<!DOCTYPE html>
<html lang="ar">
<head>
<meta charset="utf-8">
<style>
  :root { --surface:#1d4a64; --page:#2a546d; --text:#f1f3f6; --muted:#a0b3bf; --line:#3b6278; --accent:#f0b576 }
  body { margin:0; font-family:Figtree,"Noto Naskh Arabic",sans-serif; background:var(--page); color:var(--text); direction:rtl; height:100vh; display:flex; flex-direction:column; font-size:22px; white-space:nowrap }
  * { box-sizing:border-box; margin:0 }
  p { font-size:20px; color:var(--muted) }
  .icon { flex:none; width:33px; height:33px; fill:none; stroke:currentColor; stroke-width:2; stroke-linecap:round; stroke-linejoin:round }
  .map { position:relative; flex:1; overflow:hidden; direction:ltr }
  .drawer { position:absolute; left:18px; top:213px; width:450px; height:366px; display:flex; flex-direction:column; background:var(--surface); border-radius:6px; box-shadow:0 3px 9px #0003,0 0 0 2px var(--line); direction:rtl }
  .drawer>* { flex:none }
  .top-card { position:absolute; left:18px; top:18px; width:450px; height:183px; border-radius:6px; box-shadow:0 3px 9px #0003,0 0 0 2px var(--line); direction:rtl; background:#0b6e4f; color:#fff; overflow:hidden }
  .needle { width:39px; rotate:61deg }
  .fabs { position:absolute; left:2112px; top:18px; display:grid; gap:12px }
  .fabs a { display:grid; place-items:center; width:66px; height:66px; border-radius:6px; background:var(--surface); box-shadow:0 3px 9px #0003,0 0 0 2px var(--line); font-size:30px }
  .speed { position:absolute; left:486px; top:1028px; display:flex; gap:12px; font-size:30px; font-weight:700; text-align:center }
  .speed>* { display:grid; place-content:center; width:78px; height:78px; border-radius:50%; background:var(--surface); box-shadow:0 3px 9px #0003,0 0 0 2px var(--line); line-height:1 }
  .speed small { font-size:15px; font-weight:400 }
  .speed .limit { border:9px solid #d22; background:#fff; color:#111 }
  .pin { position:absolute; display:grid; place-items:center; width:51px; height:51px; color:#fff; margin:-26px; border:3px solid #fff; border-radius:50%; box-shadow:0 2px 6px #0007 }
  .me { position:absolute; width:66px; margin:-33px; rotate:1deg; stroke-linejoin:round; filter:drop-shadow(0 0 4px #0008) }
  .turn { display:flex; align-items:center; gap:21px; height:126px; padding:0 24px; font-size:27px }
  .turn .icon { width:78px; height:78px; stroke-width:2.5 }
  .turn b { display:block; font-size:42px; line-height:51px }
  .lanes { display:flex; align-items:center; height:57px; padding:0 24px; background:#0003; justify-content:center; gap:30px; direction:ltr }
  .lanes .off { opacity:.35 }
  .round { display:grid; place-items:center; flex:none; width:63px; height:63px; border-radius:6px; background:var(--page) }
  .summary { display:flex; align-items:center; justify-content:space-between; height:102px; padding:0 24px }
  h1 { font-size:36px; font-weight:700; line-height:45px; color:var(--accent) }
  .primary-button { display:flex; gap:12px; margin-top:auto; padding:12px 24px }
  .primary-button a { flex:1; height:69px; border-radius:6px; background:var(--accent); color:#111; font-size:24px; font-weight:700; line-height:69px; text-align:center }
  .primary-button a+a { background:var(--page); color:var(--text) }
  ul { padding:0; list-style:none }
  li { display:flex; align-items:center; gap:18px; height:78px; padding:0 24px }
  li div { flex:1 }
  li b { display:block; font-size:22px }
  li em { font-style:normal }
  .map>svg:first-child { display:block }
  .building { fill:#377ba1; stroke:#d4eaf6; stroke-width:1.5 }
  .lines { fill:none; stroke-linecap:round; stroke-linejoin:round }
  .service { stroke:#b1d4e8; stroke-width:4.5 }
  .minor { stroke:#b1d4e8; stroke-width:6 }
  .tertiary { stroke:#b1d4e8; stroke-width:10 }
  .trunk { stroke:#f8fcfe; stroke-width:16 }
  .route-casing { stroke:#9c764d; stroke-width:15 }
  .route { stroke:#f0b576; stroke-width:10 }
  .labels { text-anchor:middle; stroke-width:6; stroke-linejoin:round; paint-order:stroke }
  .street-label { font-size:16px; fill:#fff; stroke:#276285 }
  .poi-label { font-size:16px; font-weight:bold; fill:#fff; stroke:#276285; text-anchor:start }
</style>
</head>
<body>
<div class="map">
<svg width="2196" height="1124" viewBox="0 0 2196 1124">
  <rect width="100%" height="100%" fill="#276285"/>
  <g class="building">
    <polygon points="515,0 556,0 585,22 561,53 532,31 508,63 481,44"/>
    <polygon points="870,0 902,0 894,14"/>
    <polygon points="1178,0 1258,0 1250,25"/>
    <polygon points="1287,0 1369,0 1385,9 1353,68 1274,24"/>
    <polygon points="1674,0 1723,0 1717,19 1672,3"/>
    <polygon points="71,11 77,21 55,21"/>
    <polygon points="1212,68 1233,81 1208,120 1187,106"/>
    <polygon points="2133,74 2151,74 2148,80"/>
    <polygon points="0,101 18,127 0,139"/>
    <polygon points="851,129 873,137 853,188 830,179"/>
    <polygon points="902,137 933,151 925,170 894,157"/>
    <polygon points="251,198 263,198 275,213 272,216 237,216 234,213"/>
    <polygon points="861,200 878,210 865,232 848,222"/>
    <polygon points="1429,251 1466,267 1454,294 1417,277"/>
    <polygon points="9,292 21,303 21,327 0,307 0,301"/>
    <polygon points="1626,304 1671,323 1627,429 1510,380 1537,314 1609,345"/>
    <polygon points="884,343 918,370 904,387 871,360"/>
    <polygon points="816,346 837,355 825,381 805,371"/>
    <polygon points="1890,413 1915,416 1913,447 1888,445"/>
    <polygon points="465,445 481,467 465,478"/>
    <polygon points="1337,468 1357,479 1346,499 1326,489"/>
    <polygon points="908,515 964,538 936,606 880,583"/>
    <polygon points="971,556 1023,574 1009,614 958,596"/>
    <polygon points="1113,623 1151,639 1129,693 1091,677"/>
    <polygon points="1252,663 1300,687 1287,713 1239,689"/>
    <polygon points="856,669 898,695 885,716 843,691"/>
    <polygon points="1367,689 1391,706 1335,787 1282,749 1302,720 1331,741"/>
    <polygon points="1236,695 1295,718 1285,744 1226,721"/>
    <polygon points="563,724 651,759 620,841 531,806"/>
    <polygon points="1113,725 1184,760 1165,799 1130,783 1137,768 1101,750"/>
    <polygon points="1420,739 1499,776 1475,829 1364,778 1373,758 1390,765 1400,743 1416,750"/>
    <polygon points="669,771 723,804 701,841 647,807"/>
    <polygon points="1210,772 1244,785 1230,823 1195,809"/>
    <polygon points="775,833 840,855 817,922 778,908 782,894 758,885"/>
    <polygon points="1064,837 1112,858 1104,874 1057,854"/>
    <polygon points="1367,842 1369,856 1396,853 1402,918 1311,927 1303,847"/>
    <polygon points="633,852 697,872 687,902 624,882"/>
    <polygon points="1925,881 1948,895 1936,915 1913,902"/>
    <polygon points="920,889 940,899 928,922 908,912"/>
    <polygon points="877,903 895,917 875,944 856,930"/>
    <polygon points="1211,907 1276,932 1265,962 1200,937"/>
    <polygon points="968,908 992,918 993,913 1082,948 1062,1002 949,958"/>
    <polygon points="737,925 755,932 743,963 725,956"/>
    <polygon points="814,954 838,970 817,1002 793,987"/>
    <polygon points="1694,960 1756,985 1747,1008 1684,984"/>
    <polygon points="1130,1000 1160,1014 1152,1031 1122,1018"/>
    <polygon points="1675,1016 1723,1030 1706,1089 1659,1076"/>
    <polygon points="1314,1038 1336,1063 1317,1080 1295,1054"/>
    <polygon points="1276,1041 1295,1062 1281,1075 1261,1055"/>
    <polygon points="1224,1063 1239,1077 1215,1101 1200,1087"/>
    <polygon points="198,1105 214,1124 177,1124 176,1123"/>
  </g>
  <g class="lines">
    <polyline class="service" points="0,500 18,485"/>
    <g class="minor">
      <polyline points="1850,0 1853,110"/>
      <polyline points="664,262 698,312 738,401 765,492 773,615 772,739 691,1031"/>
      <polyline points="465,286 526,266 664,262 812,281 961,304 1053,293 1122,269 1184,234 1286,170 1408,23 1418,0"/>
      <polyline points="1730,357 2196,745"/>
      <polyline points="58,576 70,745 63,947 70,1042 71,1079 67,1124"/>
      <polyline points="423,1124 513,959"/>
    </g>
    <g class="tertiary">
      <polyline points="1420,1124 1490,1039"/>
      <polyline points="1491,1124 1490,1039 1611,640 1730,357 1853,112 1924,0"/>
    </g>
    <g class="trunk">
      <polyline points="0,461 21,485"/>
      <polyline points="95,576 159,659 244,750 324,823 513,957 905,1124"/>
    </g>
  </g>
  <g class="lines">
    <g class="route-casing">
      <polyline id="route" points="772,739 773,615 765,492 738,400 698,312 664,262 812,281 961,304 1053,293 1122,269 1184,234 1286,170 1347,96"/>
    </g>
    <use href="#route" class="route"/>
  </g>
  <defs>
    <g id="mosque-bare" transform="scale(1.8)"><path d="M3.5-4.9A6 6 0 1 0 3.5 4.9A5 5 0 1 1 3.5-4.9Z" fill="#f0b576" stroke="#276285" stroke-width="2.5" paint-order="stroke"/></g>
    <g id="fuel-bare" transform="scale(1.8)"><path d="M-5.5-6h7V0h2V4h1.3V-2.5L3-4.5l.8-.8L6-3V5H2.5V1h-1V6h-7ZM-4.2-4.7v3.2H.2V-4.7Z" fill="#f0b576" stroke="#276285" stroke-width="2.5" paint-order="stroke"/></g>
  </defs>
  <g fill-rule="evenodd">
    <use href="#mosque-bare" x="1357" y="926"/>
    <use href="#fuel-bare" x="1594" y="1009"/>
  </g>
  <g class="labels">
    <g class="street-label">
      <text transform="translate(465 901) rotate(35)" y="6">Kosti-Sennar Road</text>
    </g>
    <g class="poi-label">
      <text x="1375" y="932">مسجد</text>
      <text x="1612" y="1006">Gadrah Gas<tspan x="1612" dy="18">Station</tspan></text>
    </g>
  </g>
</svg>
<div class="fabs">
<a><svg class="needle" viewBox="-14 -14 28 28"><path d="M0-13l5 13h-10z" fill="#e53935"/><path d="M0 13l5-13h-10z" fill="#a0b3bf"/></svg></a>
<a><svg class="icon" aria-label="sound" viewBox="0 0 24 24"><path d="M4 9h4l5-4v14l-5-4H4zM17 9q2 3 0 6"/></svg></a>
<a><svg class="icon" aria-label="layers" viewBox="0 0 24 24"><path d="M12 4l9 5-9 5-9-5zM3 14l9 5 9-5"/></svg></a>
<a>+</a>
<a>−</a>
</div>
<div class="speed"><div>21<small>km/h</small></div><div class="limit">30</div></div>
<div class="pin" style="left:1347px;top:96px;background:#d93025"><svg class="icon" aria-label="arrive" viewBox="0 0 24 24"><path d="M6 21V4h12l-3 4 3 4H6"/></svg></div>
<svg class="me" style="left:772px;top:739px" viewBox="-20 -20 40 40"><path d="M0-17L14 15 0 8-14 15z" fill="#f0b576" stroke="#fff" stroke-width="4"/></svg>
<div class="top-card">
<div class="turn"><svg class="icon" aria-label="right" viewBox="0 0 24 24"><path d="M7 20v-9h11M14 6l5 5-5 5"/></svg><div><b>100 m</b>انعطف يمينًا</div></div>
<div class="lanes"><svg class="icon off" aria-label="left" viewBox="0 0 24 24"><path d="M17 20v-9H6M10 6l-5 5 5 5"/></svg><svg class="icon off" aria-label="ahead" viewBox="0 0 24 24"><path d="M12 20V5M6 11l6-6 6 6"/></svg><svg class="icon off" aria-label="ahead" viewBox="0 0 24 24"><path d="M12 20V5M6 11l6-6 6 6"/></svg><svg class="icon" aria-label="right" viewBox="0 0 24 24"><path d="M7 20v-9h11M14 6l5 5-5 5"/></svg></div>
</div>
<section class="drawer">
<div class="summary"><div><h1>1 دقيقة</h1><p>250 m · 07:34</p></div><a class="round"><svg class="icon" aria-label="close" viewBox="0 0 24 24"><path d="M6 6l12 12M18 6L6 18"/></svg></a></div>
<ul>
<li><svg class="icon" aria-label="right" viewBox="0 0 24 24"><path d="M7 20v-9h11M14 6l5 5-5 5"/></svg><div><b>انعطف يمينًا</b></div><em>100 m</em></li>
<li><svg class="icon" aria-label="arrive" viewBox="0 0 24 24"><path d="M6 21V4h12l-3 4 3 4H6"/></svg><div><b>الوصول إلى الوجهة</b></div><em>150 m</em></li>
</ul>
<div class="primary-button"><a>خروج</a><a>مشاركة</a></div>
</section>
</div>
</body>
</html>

++++

About this task:
Leave out every line above except those from the line with "flex:none; width:33px; height:33px;" up to and including the line with "position:absolute; left:486px; top:1028px;", and copy those exactly.

Exercise output:
  .icon { flex:none; width:33px; height:33px; fill:none; stroke:currentColor; stroke-width:2; stroke-linecap:round; stroke-linejoin:round }
  .map { position:relative; flex:1; overflow:hidden; direction:ltr }
  .drawer { position:absolute; left:18px; top:213px; width:450px; height:366px; display:flex; flex-direction:column; background:var(--surface); border-radius:6px; box-shadow:0 3px 9px #0003,0 0 0 2px var(--line); direction:rtl }
  .drawer>* { flex:none }
  .top-card { position:absolute; left:18px; top:18px; width:450px; height:183px; border-radius:6px; box-shadow:0 3px 9px #0003,0 0 0 2px var(--line); direction:rtl; background:#0b6e4f; color:#fff; overflow:hidden }
  .needle { width:39px; rotate:61deg }
  .fabs { position:absolute; left:2112px; top:18px; display:grid; gap:12px }
  .fabs a { display:grid; place-items:center; width:66px; height:66px; border-radius:6px; background:var(--surface); box-shadow:0 3px 9px #0003,0 0 0 2px var(--line); font-size:30px }
  .speed { position:absolute; left:486px; top:1028px; display:flex; gap:12px; font-size:30px; font-weight:700; text-align:center }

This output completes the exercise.